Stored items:

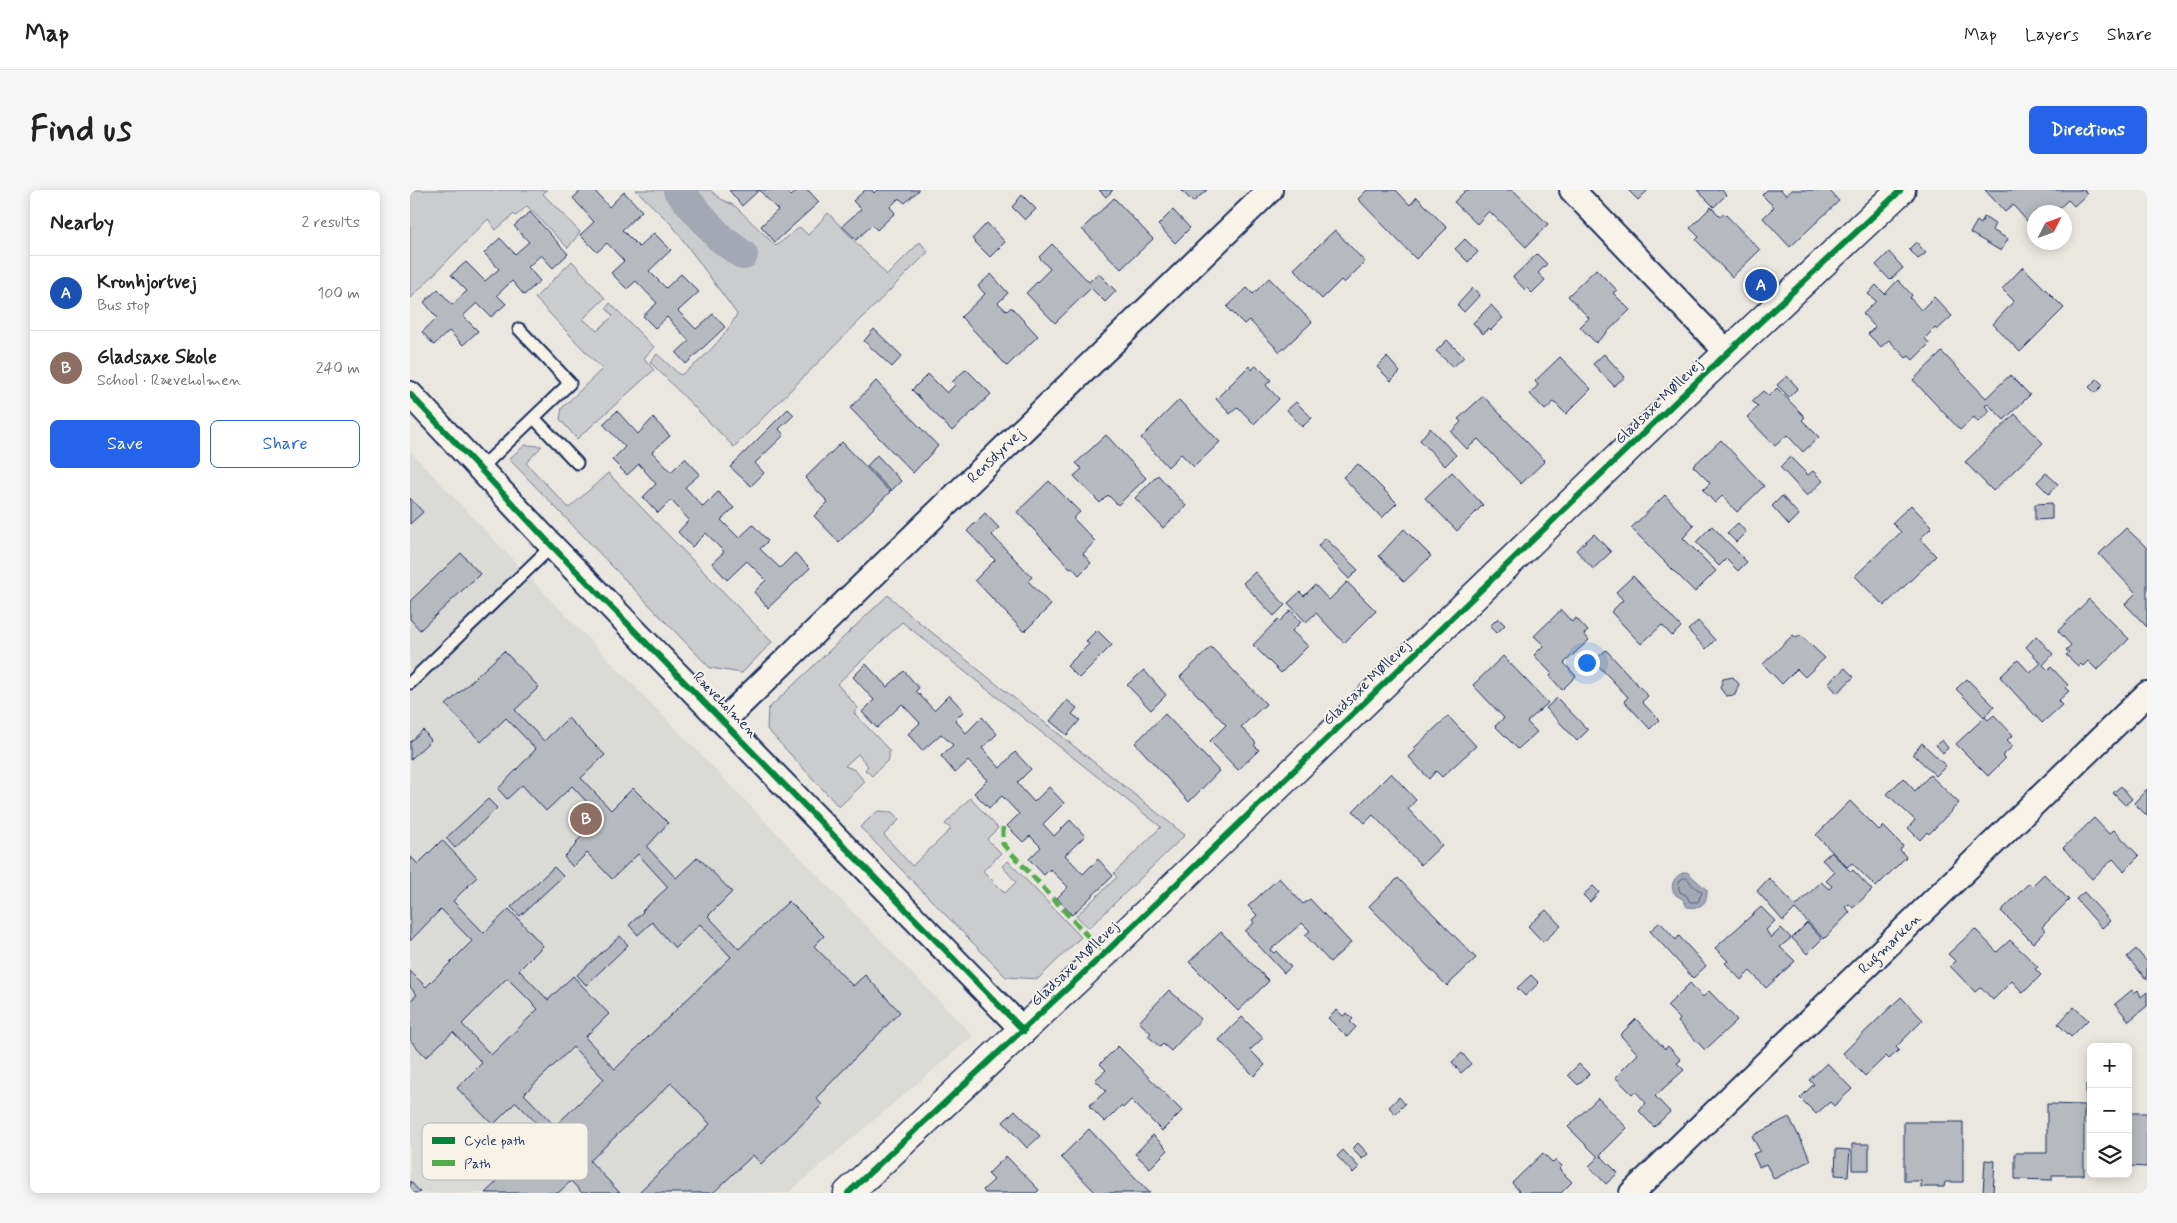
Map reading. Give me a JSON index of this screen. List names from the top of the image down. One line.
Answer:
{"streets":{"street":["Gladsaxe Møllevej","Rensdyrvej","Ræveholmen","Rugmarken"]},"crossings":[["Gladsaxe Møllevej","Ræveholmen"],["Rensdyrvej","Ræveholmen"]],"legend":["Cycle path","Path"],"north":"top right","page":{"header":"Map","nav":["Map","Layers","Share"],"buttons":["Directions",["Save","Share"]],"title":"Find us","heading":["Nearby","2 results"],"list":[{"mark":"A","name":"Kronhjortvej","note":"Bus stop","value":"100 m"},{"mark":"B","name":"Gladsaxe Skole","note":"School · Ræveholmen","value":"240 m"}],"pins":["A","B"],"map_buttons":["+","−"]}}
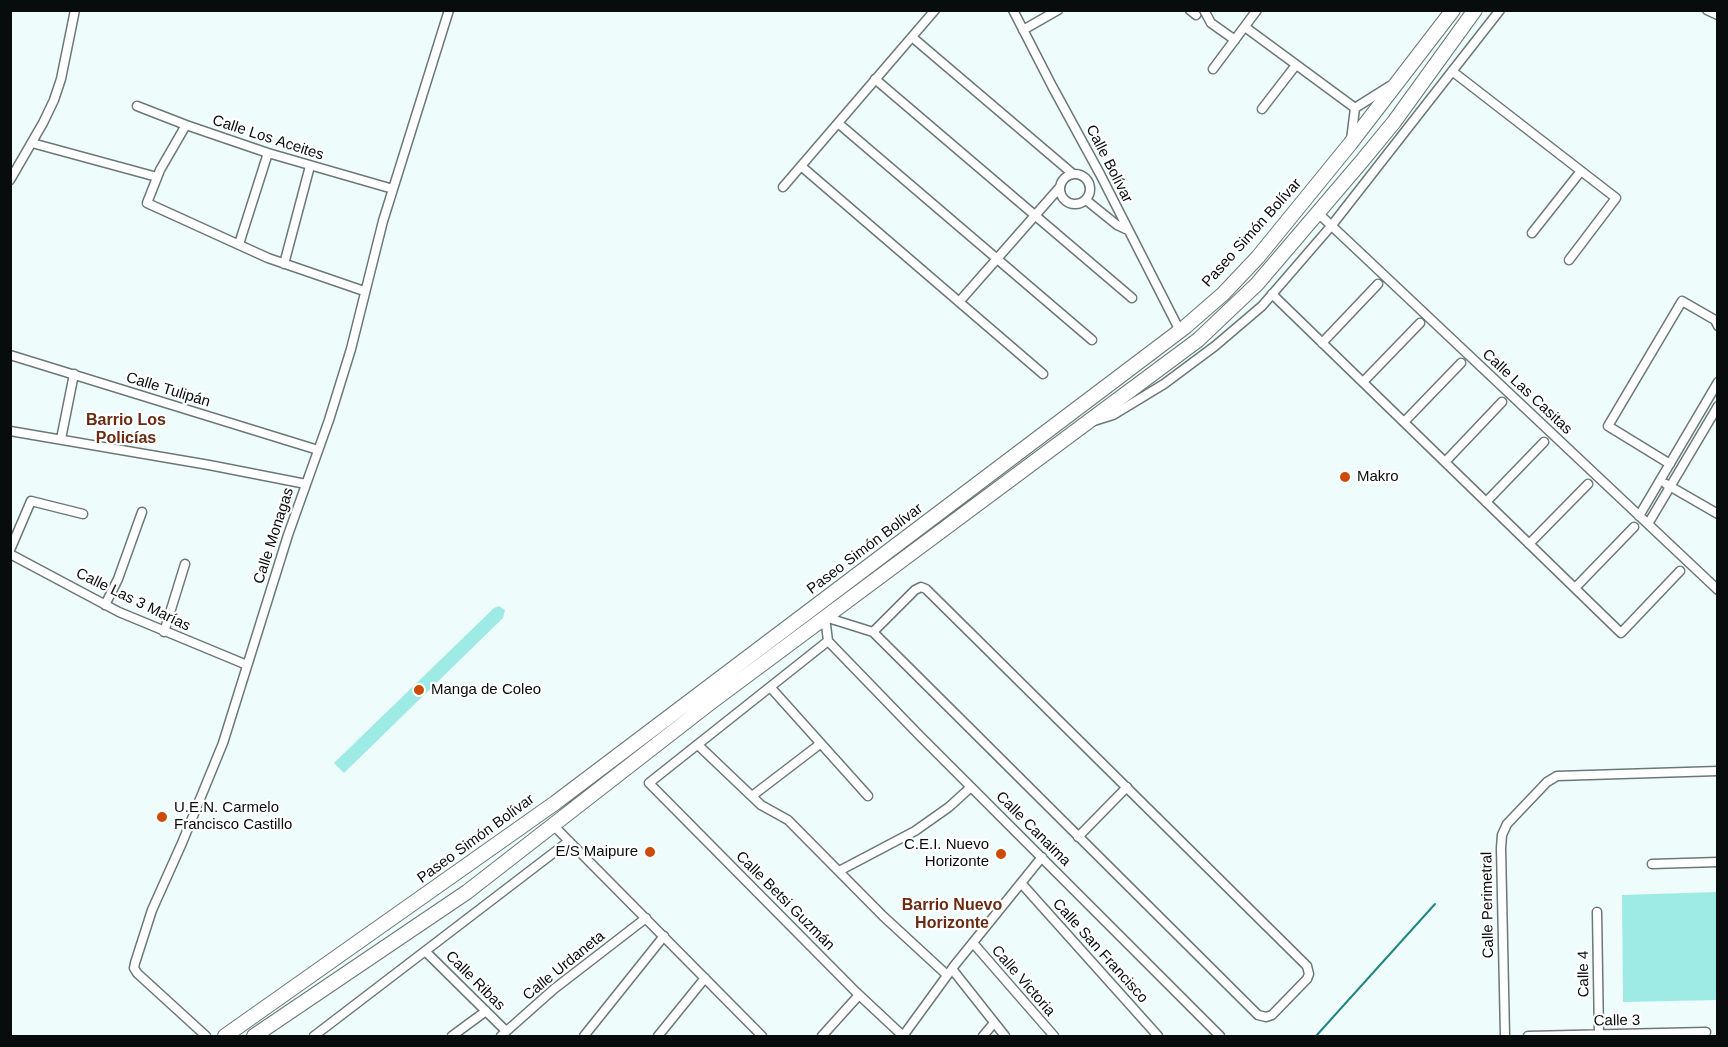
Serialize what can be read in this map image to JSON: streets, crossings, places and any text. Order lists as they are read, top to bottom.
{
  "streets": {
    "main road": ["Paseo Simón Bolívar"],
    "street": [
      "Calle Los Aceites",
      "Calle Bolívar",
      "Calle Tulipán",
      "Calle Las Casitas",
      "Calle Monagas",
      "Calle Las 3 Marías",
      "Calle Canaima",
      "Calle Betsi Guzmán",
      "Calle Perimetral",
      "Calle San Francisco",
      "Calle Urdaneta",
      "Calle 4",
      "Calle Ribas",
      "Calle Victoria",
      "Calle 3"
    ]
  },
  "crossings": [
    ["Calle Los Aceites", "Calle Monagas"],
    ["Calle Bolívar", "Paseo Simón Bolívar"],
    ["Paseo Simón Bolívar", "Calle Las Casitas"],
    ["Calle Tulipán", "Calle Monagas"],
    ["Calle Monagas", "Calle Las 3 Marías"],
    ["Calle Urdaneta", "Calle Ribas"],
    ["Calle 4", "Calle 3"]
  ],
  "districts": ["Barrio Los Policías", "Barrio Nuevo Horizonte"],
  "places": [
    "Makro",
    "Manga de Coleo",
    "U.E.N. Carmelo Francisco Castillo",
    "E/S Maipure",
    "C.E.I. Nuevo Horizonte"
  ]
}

Description of the task: What is needed is an exact copy of every entry, minus the images.

Response:
Map reading. Give me a JSON index of this screen. List names from the top of the image down. One line.
Answer:
{"streets":{"street":["Gladsaxe Møllevej","Rensdyrvej","Ræveholmen","Rugmarken"]},"crossings":[["Gladsaxe Møllevej","Ræveholmen"],["Rensdyrvej","Ræveholmen"]],"legend":["Cycle path","Path"],"north":"top right","page":{"header":"Map","nav":["Map","Layers","Share"],"buttons":["Directions",["Save","Share"]],"title":"Find us","heading":["Nearby","2 results"],"list":[{"mark":"A","name":"Kronhjortvej","note":"Bus stop","value":"100 m"},{"mark":"B","name":"Gladsaxe Skole","note":"School · Ræveholmen","value":"240 m"}],"pins":["A","B"],"map_buttons":["+","−"]}}
Serialize what can be read in this map image to JSON: streets, crossings, places and any text. Order lists as they are read, top to bottom.
{
  "streets": {
    "main road": ["Paseo Simón Bolívar"],
    "street": [
      "Calle Los Aceites",
      "Calle Bolívar",
      "Calle Tulipán",
      "Calle Las Casitas",
      "Calle Monagas",
      "Calle Las 3 Marías",
      "Calle Canaima",
      "Calle Betsi Guzmán",
      "Calle Perimetral",
      "Calle San Francisco",
      "Calle Urdaneta",
      "Calle 4",
      "Calle Ribas",
      "Calle Victoria",
      "Calle 3"
    ]
  },
  "crossings": [
    ["Calle Los Aceites", "Calle Monagas"],
    ["Calle Bolívar", "Paseo Simón Bolívar"],
    ["Paseo Simón Bolívar", "Calle Las Casitas"],
    ["Calle Tulipán", "Calle Monagas"],
    ["Calle Monagas", "Calle Las 3 Marías"],
    ["Calle Urdaneta", "Calle Ribas"],
    ["Calle 4", "Calle 3"]
  ],
  "districts": ["Barrio Los Policías", "Barrio Nuevo Horizonte"],
  "places": [
    "Makro",
    "Manga de Coleo",
    "U.E.N. Carmelo Francisco Castillo",
    "E/S Maipure",
    "C.E.I. Nuevo Horizonte"
  ]
}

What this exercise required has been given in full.